======== Information given

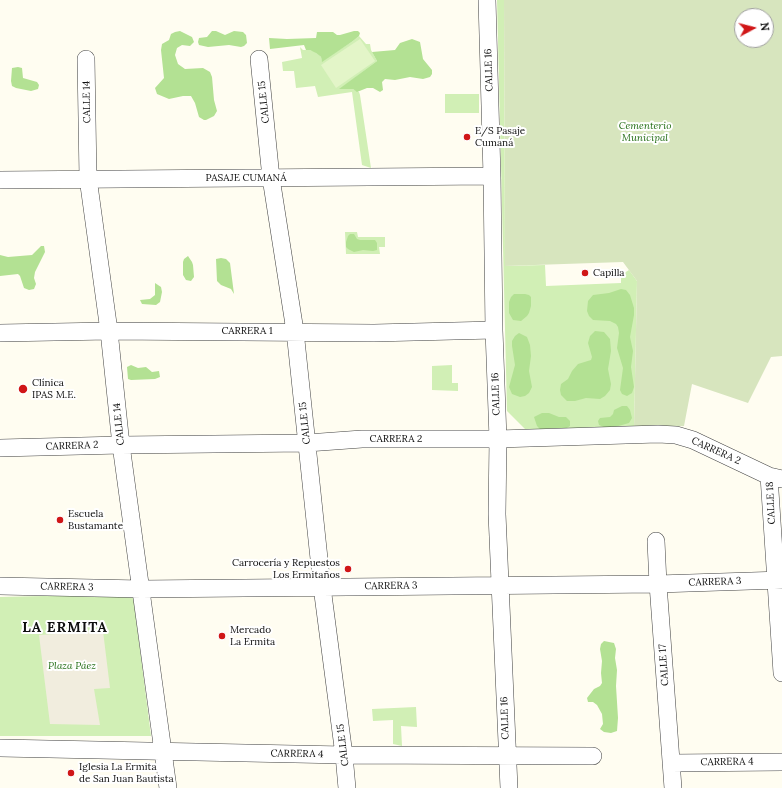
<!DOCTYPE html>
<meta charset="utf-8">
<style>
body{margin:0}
#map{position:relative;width:782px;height:788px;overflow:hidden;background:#fffdf1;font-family:Lora,serif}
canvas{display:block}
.north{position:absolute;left:734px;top:8px;width:40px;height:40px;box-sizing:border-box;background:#fff;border:1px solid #9f9f9f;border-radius:50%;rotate:83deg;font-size:11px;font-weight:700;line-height:16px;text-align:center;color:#0f0f0f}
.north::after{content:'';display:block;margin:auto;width:14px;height:18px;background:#d01617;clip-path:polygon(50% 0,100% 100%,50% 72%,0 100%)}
</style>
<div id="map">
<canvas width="782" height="788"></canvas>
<div class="north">N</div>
</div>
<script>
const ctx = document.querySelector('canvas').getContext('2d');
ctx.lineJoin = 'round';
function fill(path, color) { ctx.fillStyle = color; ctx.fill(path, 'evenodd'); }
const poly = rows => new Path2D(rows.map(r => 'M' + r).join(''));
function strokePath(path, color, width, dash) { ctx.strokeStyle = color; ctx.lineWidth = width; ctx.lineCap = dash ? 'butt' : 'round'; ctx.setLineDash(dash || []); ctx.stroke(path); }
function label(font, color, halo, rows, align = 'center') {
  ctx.font = font + ' Lora,serif'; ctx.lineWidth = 4; ctx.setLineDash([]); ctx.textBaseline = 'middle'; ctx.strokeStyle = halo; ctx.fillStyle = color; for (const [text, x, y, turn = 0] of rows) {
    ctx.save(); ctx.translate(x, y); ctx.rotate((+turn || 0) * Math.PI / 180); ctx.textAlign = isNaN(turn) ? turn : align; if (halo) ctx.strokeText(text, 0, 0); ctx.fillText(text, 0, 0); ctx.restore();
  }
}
fill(poly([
 [497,0,504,0,505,266,545,265,546,286,621,283,621,275,629,270,637,281,634,428,528,432,507,411],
 [359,36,366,44,370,44,371,50,377,61,340,89,353,89,359,92,360,95,371,168,362,165,352,92,318,97,315,86,296,88,294,71,283,71,282,62,302,58,300,47,303,50,310,50,314,51,321,57,322,61,353,41],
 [445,94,479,94,479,113,445,113],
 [345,232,357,232,358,237,385,237,385,247,379,247,380,254,346,254],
 [452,365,452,383,458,383,458,391,432,390,432,366],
 [133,594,151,736,0,736,0,597],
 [416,707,417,727,401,726,402,746,393,744,393,720,373,721,372,709]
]), '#d1efb5');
fill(poly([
 [180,31,192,37,194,42,190,46,182,45,177,48,175,55,178,64,185,69,203,68,210,72,212,77,214,100,217,111,214,116,206,120,204,120,199,117,195,103,191,96,183,96,169,99,157,94,155,88,164,78,161,50,162,44,169,40,171,34,175,32],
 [212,31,216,31,225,35,234,31,243,32,246,35,247,43,244,46,241,47,229,45,208,47,199,45,198,42,199,38,207,37],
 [354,31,358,31,360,33,359,36,353,41,322,62,321,57,316,53,310,50,306,50,304,45,270,49,269,38,287,39,316,38,317,32,333,32,337,35,340,35],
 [412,39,420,42,423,59,432,70,432,74,430,77,423,79,410,77,395,80,385,79,382,82,383,90,380,92,373,88,367,88,357,92,353,89,339,89,377,61,372,52,395,50,400,43],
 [18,67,22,68,23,78,37,82,39,85,38,89,31,91,16,88,12,86,11,81,12,68],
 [350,234,354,234,357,239,360,240,375,240,377,243,377,250,373,251,363,250,354,252,348,249,346,247,346,242,348,236],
 [41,246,44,246,45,252,35,272,34,278,36,284,34,289,29,290,24,288,20,276,18,274,0,276,0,255,8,257,32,255],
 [188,256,192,262,193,265,194,277,191,281,186,280,183,275,183,262,184,259],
 [221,258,226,259,230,263,234,294,231,289,221,285,217,281,216,259],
 [155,283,161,287,162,292,160,302,156,305,142,304,140,300,150,299,155,295],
 [621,289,626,290,630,295,634,308,634,315,630,337,633,351,631,367,634,387,632,393,627,396,622,394,620,390,623,368,617,348,619,333,618,327,616,324,610,321,593,320,589,316,587,311,588,301,593,295,609,293],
 [514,294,525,294,529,295,531,297,531,306,529,313,527,316,521,321,513,320,509,313,509,302,511,297],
 [595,331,604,332,610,339,611,351,608,369,611,384,610,390,605,396,600,399,586,398,575,401,567,401,561,395,560,390,561,384,568,379,572,371,578,364,591,360,592,357,588,343,590,336],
 [519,333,527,337,530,345,531,356,529,371,532,387,529,393,525,396,520,397,512,394,509,387,515,365,512,346,512,341,515,336],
 [131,365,138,368,146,367,152,372,159,371,160,377,155,379,131,380,128,379,127,367],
 [622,406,627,406,630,410,632,418,629,423,615,427,604,427,599,425,598,421,600,418,610,417,613,414,614,410],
 [542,413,549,413,559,417,566,417,570,421,570,426,565,429,552,428,540,429,537,426,534,417],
 [604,641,614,643,616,649,615,658,617,670,616,686,618,718,617,731,611,733,604,732,600,729,603,724,602,714,597,705,593,702,588,702,587,698,594,689,600,686,602,683,601,673,602,661,600,649,601,644]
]), '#b3e193');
fill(poly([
 [504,0,782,0,782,356,771,357,748,403,692,384,684,426,634,428,637,281,623,262,505,266],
 [742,16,766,16,766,40,742,40]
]), '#d7e5be');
fill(poly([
 [360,39,375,61,336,88,321,65]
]), '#e3f5c8');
fill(poly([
 [103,631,110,688,94,689,100,725,50,724,39,635]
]), '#f1edde');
const minor = poly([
 [487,0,492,176,494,330,498,439,497,514,509,788],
 [86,59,88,178,109,331,121,445,168,788],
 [259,59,271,178,295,331,322,587,344,755,347,788],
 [0,180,492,176],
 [0,333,109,331,374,333,494,330],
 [0,448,121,445,307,443,362,439,498,439,658,434,676,435,693,440,769,476,782,479],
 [769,476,782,673],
 [656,541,658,584,673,788],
 [0,586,141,589,658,584,782,580],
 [0,748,344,755,593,756],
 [671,763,782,762]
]);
strokePath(minor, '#424242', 18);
strokePath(minor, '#fff', 17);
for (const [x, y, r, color] of [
 [467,137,4,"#d01617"],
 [585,273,4,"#d01617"],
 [23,389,5,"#d01617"],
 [60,520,4,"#d01617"],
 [348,569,4,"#d01617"],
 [222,636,4,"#d01617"],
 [71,773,4,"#d01617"]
]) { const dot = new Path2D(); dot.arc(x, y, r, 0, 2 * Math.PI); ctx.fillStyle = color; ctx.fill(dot); strokePath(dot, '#fff', 1.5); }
label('10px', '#0f0f0f', '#fff', [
 ["CALLE 16",489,70,-92],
 ["CALLE 14",87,102,-91],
 ["CALLE 15",264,102,-96],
 ["PASAJE CUMANÁ",246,178],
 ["CARRERA 1",247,331],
 ["CALLE 16",496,394,-92],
 ["CALLE 15",305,423,-96],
 ["CALLE 14",119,424,-96],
 ["CARRERA 2",396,439],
 ["CARRERA 2",72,446,-2],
 ["CARRERA 2",716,451,24],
 ["CALLE 18",771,503,-93],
 ["CARRERA 3",715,582,-2],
 ["CARRERA 3",391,586,-1],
 ["CARRERA 3",67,587,1],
 ["CALLE 17",664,665,-94],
 ["CALLE 16",505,718,-92],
 ["CALLE 15",343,745,-97],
 ["CARRERA 4",297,754,1],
 ["CARRERA 4",727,762,-1]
]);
label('italic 10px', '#256f17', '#fff', [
 ["Cementerio",645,126],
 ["Municipal",645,138],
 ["Plaza Páez",72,666]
]);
label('10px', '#0f0f0f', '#fff', [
 ["E/S Pasaje",475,131],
 ["Cumaná",475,143],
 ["Capilla",593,273],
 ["Clínica",32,383],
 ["IPAS M.E.",32,395],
 ["Escuela",68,514],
 ["Bustamante",68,526],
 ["Carrocería y Repuestos",340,563,"right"],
 ["Los Ermitaños",340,575,"right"],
 ["Mercado",230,630],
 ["La Ermita",230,642],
 ["Iglesia La Ermita",79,767],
 ["de San Juan Bautista",79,779]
], 'left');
ctx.letterSpacing = '1px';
label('bold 14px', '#0f0f0f', '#fff', [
 ["LA ERMITA",65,628]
]);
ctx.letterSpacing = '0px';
</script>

================

> [Task to carry out]
Go through the entries and return each line where the word "lineWidth" occurs.

> [Your response]
function strokePath(path, color, width, dash) { ctx.strokeStyle = color; ctx.lineWidth = width; ctx.lineCap = dash ? 'butt' : 'round'; ctx.setLineDash(dash || []); ctx.stroke(path); }
  ctx.font = font + ' Lora,serif'; ctx.lineWidth = 4; ctx.setLineDash([]); ctx.textBaseline = 'middle'; ctx.strokeStyle = halo; ctx.fillStyle = color; for (const [text, x, y, turn = 0] of rows) {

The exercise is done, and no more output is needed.